##### DATA FOR THE TASK

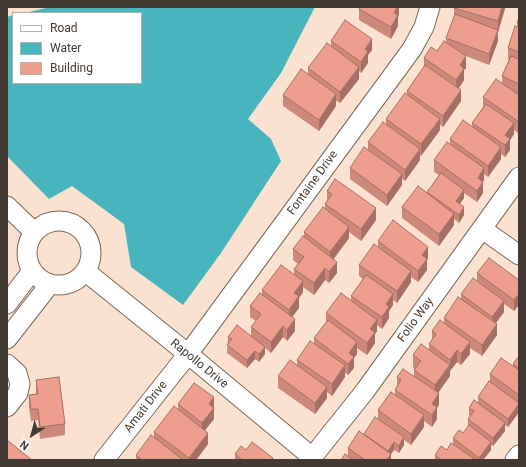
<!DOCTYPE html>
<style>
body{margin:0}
#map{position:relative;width:526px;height:467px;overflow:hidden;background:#fae1d0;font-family:Roboto,sans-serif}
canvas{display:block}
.frame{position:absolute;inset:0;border:8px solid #443a34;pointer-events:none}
.legend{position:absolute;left:12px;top:12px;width:130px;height:72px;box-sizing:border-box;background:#fff;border:1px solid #b4b0ae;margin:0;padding:5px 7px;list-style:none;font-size:12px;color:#443a34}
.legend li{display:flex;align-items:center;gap:8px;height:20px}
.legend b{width:20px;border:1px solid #b4b0ae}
.north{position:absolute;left:12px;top:415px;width:40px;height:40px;-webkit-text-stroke:3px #fff;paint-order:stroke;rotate:216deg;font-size:11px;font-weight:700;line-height:16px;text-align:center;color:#443a34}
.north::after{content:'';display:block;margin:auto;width:14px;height:18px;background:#443a34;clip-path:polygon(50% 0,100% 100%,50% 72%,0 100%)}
</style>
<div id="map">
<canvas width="526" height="467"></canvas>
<div class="frame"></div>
<ul class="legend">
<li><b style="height:5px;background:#fff"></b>Road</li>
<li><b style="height:11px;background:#47b4be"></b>Water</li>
<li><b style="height:11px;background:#ed9e8d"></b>Building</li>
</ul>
<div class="north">N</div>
</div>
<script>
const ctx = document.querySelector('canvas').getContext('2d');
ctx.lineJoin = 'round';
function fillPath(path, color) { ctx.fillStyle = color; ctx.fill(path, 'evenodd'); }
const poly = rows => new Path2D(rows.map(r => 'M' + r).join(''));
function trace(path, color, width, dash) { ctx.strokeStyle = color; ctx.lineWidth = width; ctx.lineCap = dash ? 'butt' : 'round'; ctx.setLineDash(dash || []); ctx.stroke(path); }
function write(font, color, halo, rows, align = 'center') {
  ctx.font = font + ' Roboto,sans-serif'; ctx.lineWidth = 3; ctx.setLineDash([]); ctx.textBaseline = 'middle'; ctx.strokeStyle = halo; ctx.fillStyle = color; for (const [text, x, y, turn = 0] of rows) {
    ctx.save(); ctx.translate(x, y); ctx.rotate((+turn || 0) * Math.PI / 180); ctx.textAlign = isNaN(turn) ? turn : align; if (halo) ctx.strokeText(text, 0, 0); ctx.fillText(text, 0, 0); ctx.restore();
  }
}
fillPath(poly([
 [50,7,315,7,281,73,248,119,271,139,281,161,221,253,183,305,131,267,124,224,72,186,49,199,7,156,7,17,13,15,13,83,141,83,141,13,25,13]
]), '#47b4be');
const minor = poly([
 [7,206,34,232],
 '27 253a32 32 0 1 1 64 0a32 32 0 1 1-64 0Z',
 [482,229,519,255],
 [85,271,188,354,312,457],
 [7,304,32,271],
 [7,339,50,284],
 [7,364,17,373,20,384,18,393,7,407],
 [104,460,188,354,412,49,424,27,430,7],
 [310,460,365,391,519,177],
 [515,460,519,455]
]);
trace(minor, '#7d6759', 21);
trace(minor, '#fff', 19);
fillPath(poly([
 [399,7,399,14,398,17,398,26,391,39,359,20,359,9],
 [505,7,498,32,498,41,489,65,466,56,466,68,464,70,464,80,459,88,461,101,443,127,440,125,440,130,421,156,420,155,420,160,405,181,402,179,402,185,387,206,350,179,350,168,368,150,368,142,386,124,386,119,407,95,407,91,424,66,424,58,437,51,446,43,446,38,454,17,454,8],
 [519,18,519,134,514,130,514,134,510,140,510,150,505,157,501,154,501,159,488,177,484,174,484,180,483,181,483,193,477,202,464,193,464,198,460,204,464,215,459,223,454,219,454,225,439,246,402,218,402,207,427,194,427,192,439,175,434,172,434,160,450,144,450,139,472,127,472,123,483,107,483,97,502,83,502,76,509,60,508,59,508,48,517,27,517,23],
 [331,41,372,50,368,55,368,63,361,73,359,71,359,79,340,103,336,101,336,106,319,131,283,106,283,95,308,74,308,68,331,46],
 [327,191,376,220,361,241,349,232,349,238,334,259,337,273,329,283,325,280,314,295,303,287,303,292,299,298,299,308,292,317,295,331,287,341,283,337,271,353,265,348,265,354,259,362,255,359,247,368,227,353,228,337,251,336,251,327,256,321,250,317,250,306,262,295,262,290,294,275,294,269,298,264,293,260,293,249,304,237,304,232,325,209,325,204,327,201],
 [378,241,428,258,427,260,427,270,418,282,411,277,411,282,397,303,393,300,393,305,389,311,389,318,382,329,377,325,377,331,375,334,375,343,367,355,357,348,357,354,354,358,354,368,348,375,345,373,345,377,332,396,327,392,327,398,315,414,278,388,278,376,297,366,297,360,314,344,314,338,326,322,326,313,351,301,351,296,363,279,359,276,359,265,378,246],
 [477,273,519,280,519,305,514,311,504,304,504,312,496,323,497,335,482,356,470,348,470,354,461,365,457,362,450,371,450,376,438,393,439,405,437,408,437,419,432,427,424,421,424,427,411,445,404,440,404,445,399,453,394,450,391,454,391,460,341,460,348,456,348,448,364,435,364,434,378,419,378,410,395,395,395,390,397,386,397,377,414,376,414,370,415,369,413,367,413,355,429,349,429,344,432,340,432,331,444,323,444,318,461,299,461,294,477,281],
 [519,356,519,412,508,427,505,425,505,431,493,446,491,445,491,450,483,460,435,460,435,455,447,450,453,444,453,438,463,433,468,427,468,419,470,416,469,415,469,408,478,403,478,397,490,382,490,374,513,366,513,364],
 [36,380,65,424,65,435,40,439,38,420,31,421,29,407,29,395,36,394],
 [214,397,214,419,205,430,208,444,196,460,136,460,136,455,154,438,154,432,178,410,178,404],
 [246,450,273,460,235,460,235,454]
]), '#cc8879');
fillPath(poly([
 [397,7,399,7,399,14,398,17,398,26,391,39,391,27,394,13],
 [502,7,505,7,505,9,498,32,498,41,489,65,489,54,498,31,498,21],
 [372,39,372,50,368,55,368,63,361,73,361,62,365,49],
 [466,56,466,68,464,70,464,80,456,92,456,80,460,65],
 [359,67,359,79,340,103,340,92],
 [461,90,461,101,443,127,443,116],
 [336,94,336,106,319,131,319,120],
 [440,119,440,130,421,156,421,144],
 [514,123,514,134,510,140,510,150,505,157,505,135],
 [501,147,501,159,488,177,488,166],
 [420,149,420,160,405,181,405,170],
 [484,168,484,180,478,189,478,178],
 [402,174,402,185,387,206,387,195],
 [483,182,483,193,477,202,477,191],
 [464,190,464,198,456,209,456,201],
 [464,207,464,215,459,223,459,215],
 [376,208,376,220,361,241,361,229],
 [454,214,454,225,439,246,439,234],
 [349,227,349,238,330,263,330,252],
 [428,247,428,258,427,260,427,270,418,282,418,271,422,255],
 [337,262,337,273,329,283,329,272],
 [325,268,325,280,314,295,314,283],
 [411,271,411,282,397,303,397,291],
 [303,281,303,292,299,298,299,308,289,321,289,310,294,293],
 [393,294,393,305,389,311,389,318,382,329,382,317,386,304],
 [519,294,519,305,514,311,514,300],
 [504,301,504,312,492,328,492,317],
 [295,319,295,331,287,341,287,330],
 [377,320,377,331,375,334,375,343,367,355,367,343,370,329],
 [497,324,497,335,482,356,482,345],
 [283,326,283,337,271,353,271,342],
 [357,342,357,354,354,358,354,368,348,375,349,353],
 [470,342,470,354,461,365,461,354],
 [265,347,265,354,259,362,259,354],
 [457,350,457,362,450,371,450,376,435,397,435,385,450,365,450,360],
 [255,351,255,359,247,368,247,360],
 [345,365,345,377,332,396,332,384],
 [327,387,327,398,315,414,315,403],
 [439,393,439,405,437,408,437,419,432,427,432,404],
 [214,397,214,419,202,434,202,423,209,404],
 [519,404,519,412,508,427,508,419],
 [424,415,424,427,411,445,411,434],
 [505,423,505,431,493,446,493,438],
 [208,433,208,444,196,460,189,460,189,458],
 [404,437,404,445,399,453,399,446],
 [394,442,394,450,388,458,388,451],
 [491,442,491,450,483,460,479,460,479,458],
 [391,454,391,460,387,460]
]), '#a66f63');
const building = poly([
 [360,7,397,7,394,13,398,15,391,27,359,9,360,7],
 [454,7,502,7,498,21,454,8,454,7],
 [455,14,498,30,489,54,446,38,455,14],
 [519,18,519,24,517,23,519,18],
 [345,20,372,39,365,49,368,51,361,62,331,41,345,20],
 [515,26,519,28,519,52,508,48,515,26],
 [444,41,466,56,460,65,464,69,456,80,424,58,431,47,437,51,444,41],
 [327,43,359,67,340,92,308,68,327,43],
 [511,56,519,59,519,84,502,76,511,56],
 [425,65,461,90,443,116,407,91,425,65],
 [301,69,336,94,319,120,283,95,301,69],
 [496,79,519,95,519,122,483,97,496,79],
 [405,93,440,119,421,144,386,119,405,93],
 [486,104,514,123,505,135,510,139,505,145,472,123,486,104],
 [463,120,501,147,488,166,450,139,463,120],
 [383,122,420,149,405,170,368,142,383,122],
 [447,142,484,168,478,178,483,182,477,191,434,160,447,142],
 [364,147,402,174,387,195,350,168,364,147],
 [441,173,464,190,456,201,464,207,459,215,427,192,441,173],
 [335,179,376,208,361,229,325,204,332,194,327,191,335,179],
 [418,186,454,214,439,234,402,207,418,186],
 [323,207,349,227,330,252,304,232,323,207],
 [393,220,428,247,422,255,427,259,418,271,378,241,393,220],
 [303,236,337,262,329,272,325,268,314,283,294,269,304,257,293,249,303,236],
 [374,244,411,271,397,291,359,265,374,244],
 [489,258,519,280,519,294,514,300,477,273,489,258],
 [281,265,303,281,294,293,299,296,289,310,262,290,281,265],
 [366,275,393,294,386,304,389,307,382,317,351,296,366,275],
 [473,278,504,301,492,317,461,294,473,278],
 [260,293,295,319,287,330,283,326,271,342,251,327,261,314,250,306,260,293],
 [341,293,377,320,370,329,375,332,367,343,326,313,341,293],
 [458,297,497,324,482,345,444,318,458,297],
 [328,320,357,342,349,353,354,357,348,364,314,338,328,320],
 [440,320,470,342,461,354,457,350,450,360,429,344,436,334,432,331,440,320],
 [237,325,265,347,259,354,255,351,247,360,227,345,232,339,228,337,237,325],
 [310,341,345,365,332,384,297,360,310,341],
 [421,344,450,365,435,385,414,370,421,361,413,355,421,344],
 [519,356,519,368,513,364,519,356],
 [501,358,519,370,519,395,490,374,501,358],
 [290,360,327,387,315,403,278,376,290,360],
 [403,369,439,393,432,404,437,407,432,415,395,390,401,380,397,377,403,369],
 [59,377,65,424,40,427,38,409,31,409,29,395,38,394,36,380,59,377],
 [489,381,519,403,519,404,508,419,478,397,489,381],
 [194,383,214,397,209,404,214,408,202,423,178,404,194,383],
 [391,392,424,415,411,434,378,410,391,392],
 [474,400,505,423,493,438,468,419,474,411,469,408,474,400],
 [174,406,208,433,189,458,154,432,174,406],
 [375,417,404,437,399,446,394,442,388,451,364,434,375,417],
 [469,425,491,442,479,458,453,438,459,430,463,433,469,425],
 [359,431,391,454,387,460,365,460,348,448,359,431],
 [151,435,183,460,142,460,136,455,151,435],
 [7,440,32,460,7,460,7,440],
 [252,442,273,458,272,460,242,460,235,454,241,446,246,450,252,442],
 [451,443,476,460,442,460,435,455,441,446,447,450,451,443],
 [345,454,353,460,341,460,345,454]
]);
fillPath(building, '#ed9e8d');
trace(building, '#a66f63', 1);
write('12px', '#443a34', '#fff', [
 ["Fontaine Drive",313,183,-54],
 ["Folio Way",416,320,-54],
 ["Rapollo Drive",199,364,39],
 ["Amati Drive",146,407,-52]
]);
</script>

##########

PROBLEM DESCRIPTION: Find all lines in the records that hold the word "fillStyle". Copy them.

RESPONSE FOR THIS EXERCISE:
function fillPath(path, color) { ctx.fillStyle = color; ctx.fill(path, 'evenodd'); }
  ctx.font = font + ' Roboto,sans-serif'; ctx.lineWidth = 3; ctx.setLineDash([]); ctx.textBaseline = 'middle'; ctx.strokeStyle = halo; ctx.fillStyle = color; for (const [text, x, y, turn = 0] of rows) {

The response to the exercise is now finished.